The abortion pill sounds like an easy, singulair drug used to end a pregnancy. In reality, the abortion pill is a little more complex and isn’t as simple as popping a pill and moving on with your life.
Keep reading to learn more about the abortion pill, how it works, and how it might affect you.
What is the Abortion Pill?
The abortion pill is actually composed of two different drugs: Mifepristone and misoprostol. They work together to end a pregnancy.
Mifepristone is taken first and blocks progesterone, a hormone vital to the growing embryo. Once cut off, the lack of progesterone causes fetal demise.
Misoprostol is taken 24-48 hours after mifepristone and causes uterine cramping and contractions to expel the pregnancy remains.
Am I Eligible for the Abortion Pill?
The abortion pill is only FDA-approved through the first nine weeks of pregnancy. If you are farther along in the pregnancy, you are not eligible for the abortion pill.
In addition to the timing issue, there are other physical and mental factors to consider before deciding to take the abortion pill.
The Mayo Clinic provides a long list of medications that should not be “mixed” with the medications in the abortion pill regimen. In other words, you should not take the abortion pill if you are currently on any of the listed medications.

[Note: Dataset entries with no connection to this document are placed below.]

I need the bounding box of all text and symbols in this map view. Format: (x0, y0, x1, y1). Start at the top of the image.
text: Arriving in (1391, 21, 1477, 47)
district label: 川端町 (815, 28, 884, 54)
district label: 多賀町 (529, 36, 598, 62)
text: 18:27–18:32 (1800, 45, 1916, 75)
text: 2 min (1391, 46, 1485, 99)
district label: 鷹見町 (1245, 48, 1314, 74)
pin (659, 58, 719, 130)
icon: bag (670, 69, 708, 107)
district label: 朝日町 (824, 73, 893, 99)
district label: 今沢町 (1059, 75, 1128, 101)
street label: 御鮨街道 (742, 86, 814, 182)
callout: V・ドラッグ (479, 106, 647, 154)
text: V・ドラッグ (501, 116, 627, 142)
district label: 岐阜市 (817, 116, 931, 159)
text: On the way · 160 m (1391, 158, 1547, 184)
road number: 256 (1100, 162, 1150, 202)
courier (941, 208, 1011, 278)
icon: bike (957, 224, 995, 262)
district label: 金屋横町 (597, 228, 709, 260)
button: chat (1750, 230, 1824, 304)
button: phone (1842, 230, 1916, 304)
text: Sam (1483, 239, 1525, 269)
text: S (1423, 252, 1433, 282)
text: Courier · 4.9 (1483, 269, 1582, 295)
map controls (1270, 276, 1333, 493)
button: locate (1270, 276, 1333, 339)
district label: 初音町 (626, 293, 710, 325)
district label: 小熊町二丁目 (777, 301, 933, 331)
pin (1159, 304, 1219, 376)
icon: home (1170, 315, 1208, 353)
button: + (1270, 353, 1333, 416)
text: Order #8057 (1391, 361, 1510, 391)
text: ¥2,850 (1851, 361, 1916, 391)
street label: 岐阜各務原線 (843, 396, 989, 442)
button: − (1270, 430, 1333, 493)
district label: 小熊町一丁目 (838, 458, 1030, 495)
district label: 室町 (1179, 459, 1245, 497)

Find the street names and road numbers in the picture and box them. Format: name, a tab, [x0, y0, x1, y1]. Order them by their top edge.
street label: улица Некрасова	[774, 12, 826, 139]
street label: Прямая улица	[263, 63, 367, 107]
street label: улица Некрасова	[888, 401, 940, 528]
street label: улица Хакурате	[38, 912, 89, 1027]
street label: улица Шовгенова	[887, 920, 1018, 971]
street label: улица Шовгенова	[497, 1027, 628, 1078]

The Mayo Clinic advises that the abortion pill is not for you if you:
- Are too far along in your pregnancy. You shouldn’t attempt a medical abortion if you’ve been pregnant for more than nine weeks (after the start of your last period). Some types of medical abortion aren’t available after seven weeks of pregnancy.
- Have an intrauterine device (IUD) currently in place.
- Have a suspected pregnancy outside of the uterus. This is called ectopic pregnancy.
- Have certain medical conditions. These include bleeding disorders; certain heart or blood vessel diseases; severe liver, kidney or lung disease; or an uncontrolled seizure disorder.
- Take a blood thinner or certain steroid medicines.
- Can’t make follow-up visits to your provider or don’t have access to emergency care.
- Have an allergy to the medicine used.
These warnings are in place for your health and safety, which should always be your top priority when considering any kind of medication or surgical procedure.
Mental & Emotional Factors
Many studies have been conducted that demonstrate a link between abortion and negative mental health outcomes.
While some conclusions differ on how extreme these outcomes can be, “both sides agree that (a) abortion is consistently associated with elevated rates of mental illness compared to women without a history of abortion.”
In 2018, the British Journal of Psychiatry published a meta-analysis of 22 studies related to the mental health of women who have abortions. It found that “women who had undergone an abortion experienced an 81% increased risk of mental health problems.”
Some of these mental health issues included:
- Alcohol use
- Marijuana use
- All suicidal behaviors
Before choosing something as serious as abortion, it’s important to consider how it may affect you mentally. This is especially true if you struggle with mental health currently.
What Should I Do Before Taking the Abortion Pill?
Like with any medical procedure or new medication, it’s important to take the proper steps to protect your health and safety before beginning the procedure or medication.
Before you take the abortion pill, you need to know exactly how far along you are. The only way to really know that is by getting an ultrasound exam.